Treating workers like they are disposable is bad business

McDonald’s workers in 15 US cities recently staged a weeklong strike demanding an hourly wage of $ 15 for every McDonald’s worker. McDonald’s resisted, engagement only increase average salary at $ 13 an hour.
In the meantime, the profits continue to flow. The fast food giant posted $ 4.7 billion in profits in 2020. CEO Chris Kempczinski personally pocketed $ 10.8 million last year, 1,189 times more than the $ 9,124 that went to the company’s median worker.
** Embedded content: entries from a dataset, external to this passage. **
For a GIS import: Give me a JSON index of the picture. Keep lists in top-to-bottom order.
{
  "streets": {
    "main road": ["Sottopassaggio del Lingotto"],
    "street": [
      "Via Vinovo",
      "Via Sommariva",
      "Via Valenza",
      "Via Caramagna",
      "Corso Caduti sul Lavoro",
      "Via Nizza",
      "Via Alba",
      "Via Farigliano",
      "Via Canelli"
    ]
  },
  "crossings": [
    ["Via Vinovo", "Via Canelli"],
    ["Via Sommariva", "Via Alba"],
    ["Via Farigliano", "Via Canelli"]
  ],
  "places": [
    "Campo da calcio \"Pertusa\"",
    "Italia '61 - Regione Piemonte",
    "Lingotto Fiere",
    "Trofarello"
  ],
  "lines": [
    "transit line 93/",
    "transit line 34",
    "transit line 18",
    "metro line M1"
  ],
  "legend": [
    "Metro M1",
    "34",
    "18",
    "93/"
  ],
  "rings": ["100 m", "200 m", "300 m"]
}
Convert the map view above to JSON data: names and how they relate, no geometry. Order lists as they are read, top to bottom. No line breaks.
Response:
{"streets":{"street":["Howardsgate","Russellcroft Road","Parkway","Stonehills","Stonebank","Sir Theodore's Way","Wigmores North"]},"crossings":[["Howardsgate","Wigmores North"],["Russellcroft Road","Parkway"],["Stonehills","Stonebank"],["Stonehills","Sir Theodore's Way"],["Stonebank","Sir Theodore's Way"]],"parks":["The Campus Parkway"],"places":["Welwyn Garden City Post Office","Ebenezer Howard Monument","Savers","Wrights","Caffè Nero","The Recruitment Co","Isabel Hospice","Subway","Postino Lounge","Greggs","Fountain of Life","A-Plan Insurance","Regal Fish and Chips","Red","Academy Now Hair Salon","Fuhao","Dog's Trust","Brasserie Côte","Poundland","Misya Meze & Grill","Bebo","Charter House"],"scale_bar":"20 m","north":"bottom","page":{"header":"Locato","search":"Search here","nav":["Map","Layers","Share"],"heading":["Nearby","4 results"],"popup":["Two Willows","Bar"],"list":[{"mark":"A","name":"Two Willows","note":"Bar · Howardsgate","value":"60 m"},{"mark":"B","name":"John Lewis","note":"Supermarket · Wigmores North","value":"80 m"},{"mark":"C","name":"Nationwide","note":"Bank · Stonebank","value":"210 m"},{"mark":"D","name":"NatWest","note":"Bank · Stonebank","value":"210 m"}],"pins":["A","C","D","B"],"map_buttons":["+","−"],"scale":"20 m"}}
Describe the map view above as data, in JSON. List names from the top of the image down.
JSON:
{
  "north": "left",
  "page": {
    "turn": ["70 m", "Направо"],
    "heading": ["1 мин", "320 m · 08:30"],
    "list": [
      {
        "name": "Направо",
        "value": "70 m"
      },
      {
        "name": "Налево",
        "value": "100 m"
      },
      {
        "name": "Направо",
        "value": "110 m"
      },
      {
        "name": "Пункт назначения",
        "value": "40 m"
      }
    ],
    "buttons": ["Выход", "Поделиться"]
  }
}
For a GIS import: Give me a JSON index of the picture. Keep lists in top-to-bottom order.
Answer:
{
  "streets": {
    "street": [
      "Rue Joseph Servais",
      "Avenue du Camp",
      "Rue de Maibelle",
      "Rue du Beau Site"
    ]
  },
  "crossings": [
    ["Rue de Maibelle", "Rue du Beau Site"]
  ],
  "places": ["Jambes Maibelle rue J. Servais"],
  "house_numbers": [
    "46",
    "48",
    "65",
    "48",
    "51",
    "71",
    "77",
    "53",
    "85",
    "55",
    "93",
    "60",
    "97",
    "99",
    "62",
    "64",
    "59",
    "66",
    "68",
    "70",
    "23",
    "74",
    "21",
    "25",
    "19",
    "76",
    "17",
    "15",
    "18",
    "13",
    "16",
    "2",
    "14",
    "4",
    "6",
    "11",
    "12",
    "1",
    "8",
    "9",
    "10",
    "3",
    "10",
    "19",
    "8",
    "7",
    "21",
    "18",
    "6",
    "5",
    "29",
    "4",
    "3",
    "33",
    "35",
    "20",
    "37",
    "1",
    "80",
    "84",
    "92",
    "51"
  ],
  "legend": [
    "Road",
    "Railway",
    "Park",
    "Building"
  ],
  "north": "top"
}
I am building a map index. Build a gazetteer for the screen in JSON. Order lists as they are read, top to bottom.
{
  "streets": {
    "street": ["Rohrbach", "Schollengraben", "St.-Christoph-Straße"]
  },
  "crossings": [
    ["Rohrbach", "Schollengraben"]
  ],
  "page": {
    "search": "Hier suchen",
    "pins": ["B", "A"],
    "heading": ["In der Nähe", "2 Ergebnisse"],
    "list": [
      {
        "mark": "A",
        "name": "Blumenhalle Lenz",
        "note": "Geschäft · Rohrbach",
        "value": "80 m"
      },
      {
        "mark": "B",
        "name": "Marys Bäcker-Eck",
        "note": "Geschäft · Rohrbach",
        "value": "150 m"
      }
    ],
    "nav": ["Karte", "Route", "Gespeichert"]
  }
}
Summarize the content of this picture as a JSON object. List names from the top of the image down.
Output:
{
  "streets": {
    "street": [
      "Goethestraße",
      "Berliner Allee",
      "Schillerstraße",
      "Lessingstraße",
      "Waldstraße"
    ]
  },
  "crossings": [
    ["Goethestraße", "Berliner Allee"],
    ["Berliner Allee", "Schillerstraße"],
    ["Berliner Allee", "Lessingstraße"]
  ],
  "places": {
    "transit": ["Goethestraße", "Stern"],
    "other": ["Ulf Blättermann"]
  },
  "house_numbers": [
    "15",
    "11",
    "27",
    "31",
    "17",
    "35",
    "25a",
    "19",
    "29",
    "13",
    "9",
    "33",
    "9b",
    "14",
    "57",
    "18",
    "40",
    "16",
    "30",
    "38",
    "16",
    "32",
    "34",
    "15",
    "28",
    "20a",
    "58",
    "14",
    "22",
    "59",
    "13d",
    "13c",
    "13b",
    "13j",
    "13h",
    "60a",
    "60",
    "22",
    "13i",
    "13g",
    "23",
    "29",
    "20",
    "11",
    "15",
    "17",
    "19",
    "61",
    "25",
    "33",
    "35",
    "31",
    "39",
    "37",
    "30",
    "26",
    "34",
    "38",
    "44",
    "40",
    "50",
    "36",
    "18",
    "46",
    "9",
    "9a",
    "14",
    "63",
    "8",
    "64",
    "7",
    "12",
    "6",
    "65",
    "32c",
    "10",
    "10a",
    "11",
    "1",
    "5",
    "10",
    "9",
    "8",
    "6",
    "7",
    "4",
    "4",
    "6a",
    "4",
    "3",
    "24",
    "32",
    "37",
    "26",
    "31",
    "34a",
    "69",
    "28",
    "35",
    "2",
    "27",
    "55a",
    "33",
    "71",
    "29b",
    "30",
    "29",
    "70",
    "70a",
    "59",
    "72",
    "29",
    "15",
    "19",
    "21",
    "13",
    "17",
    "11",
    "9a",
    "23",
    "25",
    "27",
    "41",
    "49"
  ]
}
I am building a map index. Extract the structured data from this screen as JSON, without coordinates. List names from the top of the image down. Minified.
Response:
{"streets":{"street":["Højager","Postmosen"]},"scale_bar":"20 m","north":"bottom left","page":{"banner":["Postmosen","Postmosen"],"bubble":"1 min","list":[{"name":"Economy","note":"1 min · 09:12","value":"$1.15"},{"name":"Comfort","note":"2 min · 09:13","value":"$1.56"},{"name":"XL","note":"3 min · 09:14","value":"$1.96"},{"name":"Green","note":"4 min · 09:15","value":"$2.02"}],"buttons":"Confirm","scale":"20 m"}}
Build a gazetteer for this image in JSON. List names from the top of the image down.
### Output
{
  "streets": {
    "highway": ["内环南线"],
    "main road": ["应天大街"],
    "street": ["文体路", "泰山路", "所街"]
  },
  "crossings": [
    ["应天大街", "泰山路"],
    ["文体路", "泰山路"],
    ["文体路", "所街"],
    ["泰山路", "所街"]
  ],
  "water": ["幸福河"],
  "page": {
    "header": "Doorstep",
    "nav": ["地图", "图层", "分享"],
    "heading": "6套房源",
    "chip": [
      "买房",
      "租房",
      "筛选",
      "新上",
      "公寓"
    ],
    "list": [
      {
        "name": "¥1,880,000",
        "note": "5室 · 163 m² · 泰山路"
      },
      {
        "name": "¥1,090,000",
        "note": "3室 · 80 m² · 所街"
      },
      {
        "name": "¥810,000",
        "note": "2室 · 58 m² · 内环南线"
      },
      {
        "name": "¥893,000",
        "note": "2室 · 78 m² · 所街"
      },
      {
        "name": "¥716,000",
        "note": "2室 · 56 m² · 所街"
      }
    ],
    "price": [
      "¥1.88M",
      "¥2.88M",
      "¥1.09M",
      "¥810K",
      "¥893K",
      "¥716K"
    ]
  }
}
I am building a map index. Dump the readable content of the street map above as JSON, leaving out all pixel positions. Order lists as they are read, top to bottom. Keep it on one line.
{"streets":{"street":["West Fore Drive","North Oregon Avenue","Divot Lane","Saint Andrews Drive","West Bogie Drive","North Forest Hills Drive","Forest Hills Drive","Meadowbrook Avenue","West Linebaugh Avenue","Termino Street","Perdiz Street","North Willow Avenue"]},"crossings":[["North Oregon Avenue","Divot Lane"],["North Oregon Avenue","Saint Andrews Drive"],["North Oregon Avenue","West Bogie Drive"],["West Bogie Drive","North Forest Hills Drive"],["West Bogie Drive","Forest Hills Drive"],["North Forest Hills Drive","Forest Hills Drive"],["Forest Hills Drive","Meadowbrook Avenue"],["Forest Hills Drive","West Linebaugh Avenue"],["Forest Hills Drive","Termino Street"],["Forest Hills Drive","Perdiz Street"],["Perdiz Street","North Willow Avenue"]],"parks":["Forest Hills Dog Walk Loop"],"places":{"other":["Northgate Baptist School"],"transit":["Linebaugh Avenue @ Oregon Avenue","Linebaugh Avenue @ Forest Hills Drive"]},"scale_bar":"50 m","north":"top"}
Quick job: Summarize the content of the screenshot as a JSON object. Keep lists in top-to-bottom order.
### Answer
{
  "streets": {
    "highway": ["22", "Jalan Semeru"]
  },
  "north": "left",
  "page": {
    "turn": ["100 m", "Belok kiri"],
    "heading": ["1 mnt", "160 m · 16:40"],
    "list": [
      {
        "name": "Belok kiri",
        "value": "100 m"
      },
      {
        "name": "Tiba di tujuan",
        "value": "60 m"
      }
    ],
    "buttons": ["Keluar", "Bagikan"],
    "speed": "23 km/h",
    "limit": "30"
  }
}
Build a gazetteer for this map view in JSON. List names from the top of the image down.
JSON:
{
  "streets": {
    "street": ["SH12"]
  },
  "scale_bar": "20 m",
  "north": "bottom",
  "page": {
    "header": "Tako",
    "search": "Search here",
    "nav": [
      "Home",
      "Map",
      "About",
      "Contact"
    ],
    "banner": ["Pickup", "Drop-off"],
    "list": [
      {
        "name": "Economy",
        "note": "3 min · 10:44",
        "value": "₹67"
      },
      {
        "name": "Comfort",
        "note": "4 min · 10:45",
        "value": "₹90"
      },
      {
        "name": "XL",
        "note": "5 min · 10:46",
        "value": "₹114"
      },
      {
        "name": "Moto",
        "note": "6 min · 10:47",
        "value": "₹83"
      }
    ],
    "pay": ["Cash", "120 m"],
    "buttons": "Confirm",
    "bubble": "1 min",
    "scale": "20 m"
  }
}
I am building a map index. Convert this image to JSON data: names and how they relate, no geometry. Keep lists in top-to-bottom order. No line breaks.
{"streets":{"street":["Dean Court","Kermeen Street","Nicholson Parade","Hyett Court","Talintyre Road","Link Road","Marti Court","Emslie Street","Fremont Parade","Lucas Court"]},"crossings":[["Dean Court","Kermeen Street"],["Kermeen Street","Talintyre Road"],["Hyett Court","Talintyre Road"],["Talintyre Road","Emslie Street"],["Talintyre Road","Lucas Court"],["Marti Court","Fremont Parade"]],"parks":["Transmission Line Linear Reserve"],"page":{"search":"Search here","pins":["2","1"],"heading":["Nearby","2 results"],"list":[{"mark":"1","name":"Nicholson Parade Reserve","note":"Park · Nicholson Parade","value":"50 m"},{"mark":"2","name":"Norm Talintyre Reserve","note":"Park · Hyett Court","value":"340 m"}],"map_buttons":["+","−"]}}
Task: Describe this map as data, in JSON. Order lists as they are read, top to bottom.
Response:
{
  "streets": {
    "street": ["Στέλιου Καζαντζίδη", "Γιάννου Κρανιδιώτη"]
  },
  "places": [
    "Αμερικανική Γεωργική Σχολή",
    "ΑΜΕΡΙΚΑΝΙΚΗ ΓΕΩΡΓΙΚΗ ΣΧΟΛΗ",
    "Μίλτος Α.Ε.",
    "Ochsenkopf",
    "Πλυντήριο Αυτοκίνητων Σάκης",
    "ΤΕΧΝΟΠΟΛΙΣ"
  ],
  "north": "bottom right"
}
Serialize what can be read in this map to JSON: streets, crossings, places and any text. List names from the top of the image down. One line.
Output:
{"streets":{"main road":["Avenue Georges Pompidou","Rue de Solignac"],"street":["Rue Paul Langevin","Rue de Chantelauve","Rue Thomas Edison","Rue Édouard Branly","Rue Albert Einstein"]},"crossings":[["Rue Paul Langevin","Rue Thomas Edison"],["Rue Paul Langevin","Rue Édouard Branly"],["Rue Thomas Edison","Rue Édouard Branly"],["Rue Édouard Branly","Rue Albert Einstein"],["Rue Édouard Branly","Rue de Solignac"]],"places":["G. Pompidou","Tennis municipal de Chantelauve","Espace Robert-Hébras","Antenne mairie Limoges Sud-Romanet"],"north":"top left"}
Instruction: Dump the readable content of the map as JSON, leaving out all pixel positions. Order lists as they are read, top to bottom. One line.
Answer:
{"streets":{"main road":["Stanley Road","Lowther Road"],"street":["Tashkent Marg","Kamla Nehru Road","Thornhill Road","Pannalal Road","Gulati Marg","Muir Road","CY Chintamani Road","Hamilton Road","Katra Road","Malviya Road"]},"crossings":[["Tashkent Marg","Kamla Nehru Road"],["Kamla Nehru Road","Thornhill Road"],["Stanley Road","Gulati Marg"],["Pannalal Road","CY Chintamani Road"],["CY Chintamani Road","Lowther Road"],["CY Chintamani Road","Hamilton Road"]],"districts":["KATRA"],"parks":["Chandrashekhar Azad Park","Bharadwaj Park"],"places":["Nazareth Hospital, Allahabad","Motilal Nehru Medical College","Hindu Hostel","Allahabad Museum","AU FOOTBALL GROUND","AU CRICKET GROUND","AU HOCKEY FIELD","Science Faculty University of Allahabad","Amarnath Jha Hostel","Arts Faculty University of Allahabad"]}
McDonald’s executives seem to think they can survive the Fight for $ 15 campaign. Specifically, they think they know it all. Nothing come at Mickey D’s without incredibly intensive market research: “Plan, test, comment, adjust, repeat.” It may take more hours to plan the launch of a new McDonald’s menu item than for Ike to organize the planning for the D-Day invasion.
All of this planning has given McDonald’s executives supreme confidence in their business skills. But, in fact, these frames make do not know their business inside out. They don’t know their workers.
Workers remain a disposable item for McDonald’s executive class. Why pay them decently? While some workers feel underpaid and overworked, the McDonald’s corporate attitude has always been “good riddance for them.” McDonald’s turnover was ongoing at an annual rate of 150 percent before the pandemic.
The entire fast food industry is built on a basis of low wages and high turnover. And at those rare times – like this spring – when new workers seem harder to find, the industry start to expect his politician friends cut jobless benefits and force workers into jobs that do not pay a living wage.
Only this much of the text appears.